Two major features of this method are its high functional group tolerance and single-step introduction of an unprotected phosphate group to various alcohols. Although temperature-sensitive substrates are incompatible with the reaction conditions (i.e., 100 °C), these characteristics should prove advantageous for the late-stage functionalization of bioactive molecules, such as pharmaceuticals.[36] Many bioactive compounds contain hydroxy groups, and phosphorylation of these groups can have a dramatic impact on biological activity and pharmacokinetics.[6,9,10] Therefore, the application of this method to bioactive compounds or their advanced synthetic intermediates is expected to deliver valuable compound libraries with new bioactivities.

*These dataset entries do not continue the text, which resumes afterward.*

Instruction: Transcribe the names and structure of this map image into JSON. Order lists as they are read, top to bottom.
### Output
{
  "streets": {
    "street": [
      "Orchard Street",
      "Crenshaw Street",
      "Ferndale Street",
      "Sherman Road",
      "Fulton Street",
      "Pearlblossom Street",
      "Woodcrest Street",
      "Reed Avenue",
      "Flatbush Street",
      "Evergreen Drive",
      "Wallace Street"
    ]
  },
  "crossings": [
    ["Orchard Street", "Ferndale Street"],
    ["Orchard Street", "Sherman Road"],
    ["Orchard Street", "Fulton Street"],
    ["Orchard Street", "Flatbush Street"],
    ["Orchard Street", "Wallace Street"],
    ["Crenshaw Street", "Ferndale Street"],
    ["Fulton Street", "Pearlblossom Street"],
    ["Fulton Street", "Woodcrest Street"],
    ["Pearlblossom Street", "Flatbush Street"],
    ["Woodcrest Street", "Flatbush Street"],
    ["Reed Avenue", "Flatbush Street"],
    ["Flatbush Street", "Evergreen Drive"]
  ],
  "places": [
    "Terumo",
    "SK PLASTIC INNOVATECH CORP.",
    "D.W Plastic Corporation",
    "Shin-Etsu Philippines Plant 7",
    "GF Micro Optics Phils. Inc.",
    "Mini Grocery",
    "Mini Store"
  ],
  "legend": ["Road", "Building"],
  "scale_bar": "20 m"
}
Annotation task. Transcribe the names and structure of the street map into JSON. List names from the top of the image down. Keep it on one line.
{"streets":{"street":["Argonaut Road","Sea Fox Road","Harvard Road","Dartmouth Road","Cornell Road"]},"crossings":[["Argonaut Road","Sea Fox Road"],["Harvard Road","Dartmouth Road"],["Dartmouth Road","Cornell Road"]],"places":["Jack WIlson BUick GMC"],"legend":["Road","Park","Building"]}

Another attractive potential application of this method is the synthesis of radioactive O-phosphorylated peptides containing a 32P-nucleus at a serine/threonine residue. Such peptides are useful for sensitive assays of protein phosphatase activity[30] and anticancer radiotherapy.[37] It is not currently realistic to access radioactive O-phosphorylated peptides via chemical synthesis. All available methods are time- and labor-intensive, requiring the preparation of protected serine/threonine building blocks containing 32P-labeled protected phosphate groups, followed by the merger of these amino acid building blocks via solid-phase peptide synthesis, deprotection, cleavage from the solid phase, and finally HPLC purification. Therefore, the synthesis of radioactive O-phosphorylated peptides has thus far relied on kinase-mediated methods using a γ-32P-adenosine 5′-triphosphpate (ATP) phosphoryl donor. The efficiency of enzymatic methods, however, depends on the nature of the peptide sequence.[38] This restriction significantly narrows the range of available 32P-labeled peptide sequences. 32P-Labeled PEP is routinely synthesized from readily available γ-32P-ATP[39] with pyruvate kinase[40] or phosphoenolpyruvate carboxykinase.[41] Using 32P-PEP as a phosphoryl donor, the application of our phosphorylation method to preassembled peptides would directly produce 32P-labeled peptides without significant sequence biases.

Conclusions

We have developed the first catalytic and chemoselective phosphorylation of alcohols using PEP-K as a phosphoryl donor and TBAHS as a catalyst. This method displays high functional group tolerance and thus enables efficient access to a variety of phosphate monoesters, including functionalized small molecules, carbohydrates, and unprotected peptides. Mechanistic studies suggest that TBAHS plays a significant role as both a Brønsted acid and a nucleophilic activator. This dual activation mode generates an unprecedented mixed anhydride species, POSOP 44, as an active phosphoryl donor, enabling the functional group-tolerant O-phosphorylation reactions. Since functionalized phosphate monoesters are prevalent as important chemical entities ranging from biologically active compounds to functional materials in diverse fields, this operationally simple and efficient synthetic method will broadly contribute to both life science and physical science.